In September 2018, the U.S. Securities and Exchange Commission posted an alert posted on its website to warn investors about the risk of fraud marijuana investments. The alert also states that the SEC “regularly receives complaints about marijuana-related investments, and the SEC continues to bring enforcement actions in this area.”
State regulators are also paying attention. For example, in Massachusetts, Secretary of the Commonwealth William F. Galvin announced in June 2019 that the state’s Securities Division was launching an inquiry into businesses raising money through investments in the state’s cannabis industry. Galvin stated that the “Securities Division intends to scrutinize these offerings to proactively prevent investor harm.” Significantly, Galvin highlighted investor disclosures as a central concern. Other states, such as Colorado, have also issued marijuana-investment related warnings.
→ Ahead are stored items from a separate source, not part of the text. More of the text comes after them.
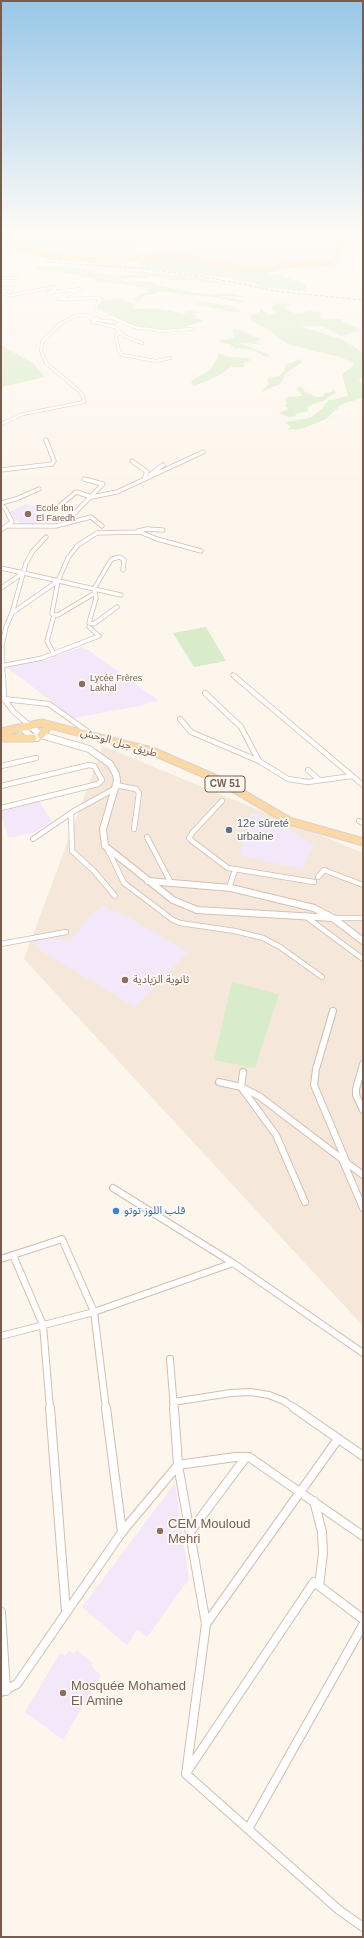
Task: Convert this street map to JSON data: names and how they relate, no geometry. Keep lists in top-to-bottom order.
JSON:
{
  "streets": {
    "main road": ["طريق جبل الوحش", "CW 51"]
  },
  "places": [
    "Ecole Ibn El Faredh",
    "Lycée Frères Lakhal",
    "12e sûreté urbaine",
    "ثانوية الزيادية",
    "قلب اللوز توتو",
    "CEM Mouloud Mehri",
    "Mosquée Mohamed El Amine"
  ]
}
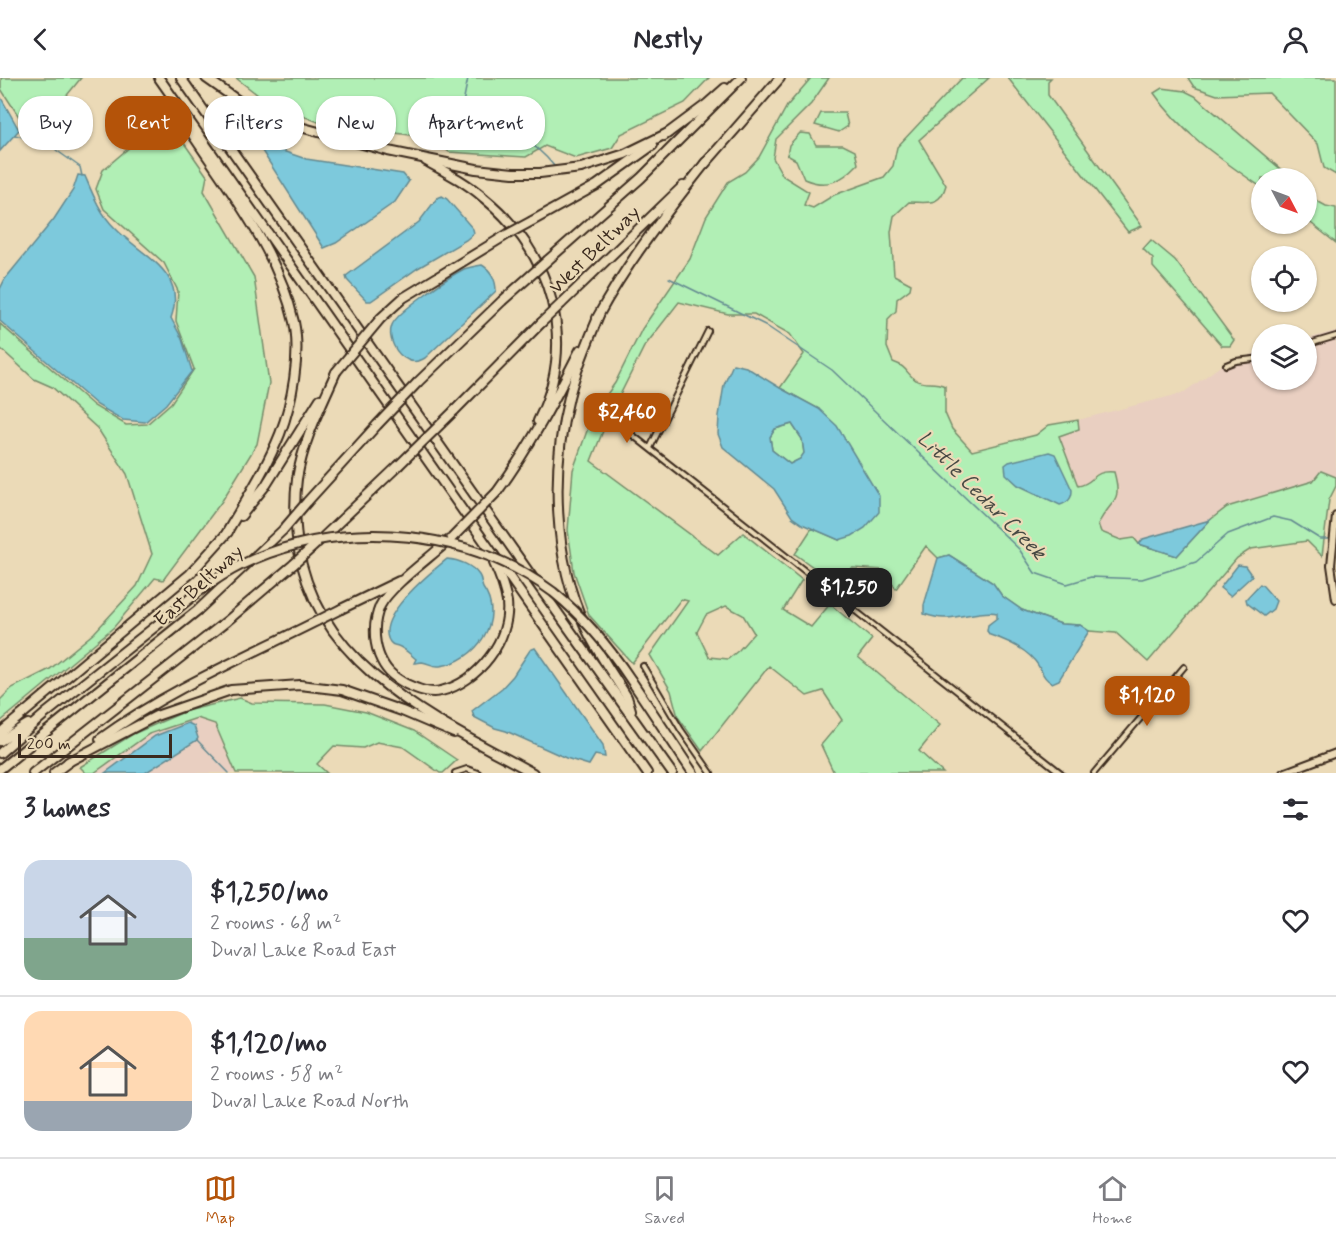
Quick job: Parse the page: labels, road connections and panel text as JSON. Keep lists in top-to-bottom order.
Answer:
{
  "streets": {
    "highway": ["West Beltway", "East Beltway"]
  },
  "crossings": [
    ["West Beltway", "East Beltway"]
  ],
  "water": ["Little Cedar Creek"],
  "scale_bar": "200 m",
  "north": "bottom right",
  "page": {
    "header": "Nestly",
    "chip": [
      "Buy",
      "Rent",
      "Filters",
      "New",
      "Apartment"
    ],
    "price": ["$2,460", "$1,250", "$1,120"],
    "scale": "200 m",
    "heading": "3 homes",
    "list": [
      {
        "name": "$1,250/mo",
        "note": "2 rooms · 68 m² · Duval Lake Road East"
      },
      {
        "name": "$1,120/mo",
        "note": "2 rooms · 58 m² · Duval Lake Road North"
      }
    ],
    "tabs": ["Map", "Saved", "Home"]
  }
}
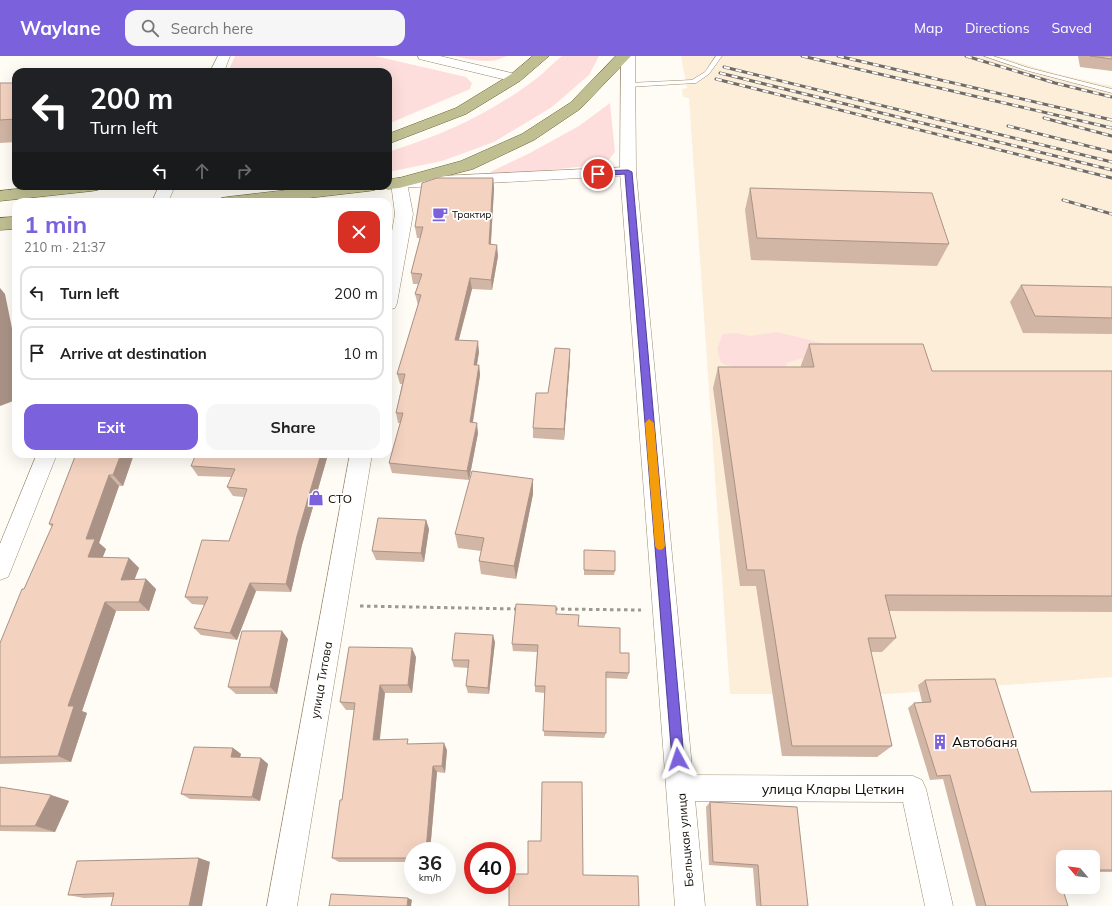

Unsurprisingly, state securities enforcement divisions in Massachusetts, Colorado, among other states, have vigorously pursued enforcement actions against cannabis issuers, investment advisers, and broker-dealers, for alleged securities violations. Examples of these alleged violations include:
- Untrue statements of material facts or omissions contained in an issuer’s offering documents;
- The offer and sale of unregistered securities;
- Improper sales of securities to non-accredited investors; and
- Use of unregistered broker-dealers, investment advisers, or their unlicensed representatives.
With all of this as a backdrop, companies raising capital in the industry are clearly navigating a potential regulatory minefield. Any company planning to engage in fundraising efforts – especially in the cannabis industry – would be well advised to proceed with caution by taking the necessary steps to ensure strict legal and securities regulatory compliance.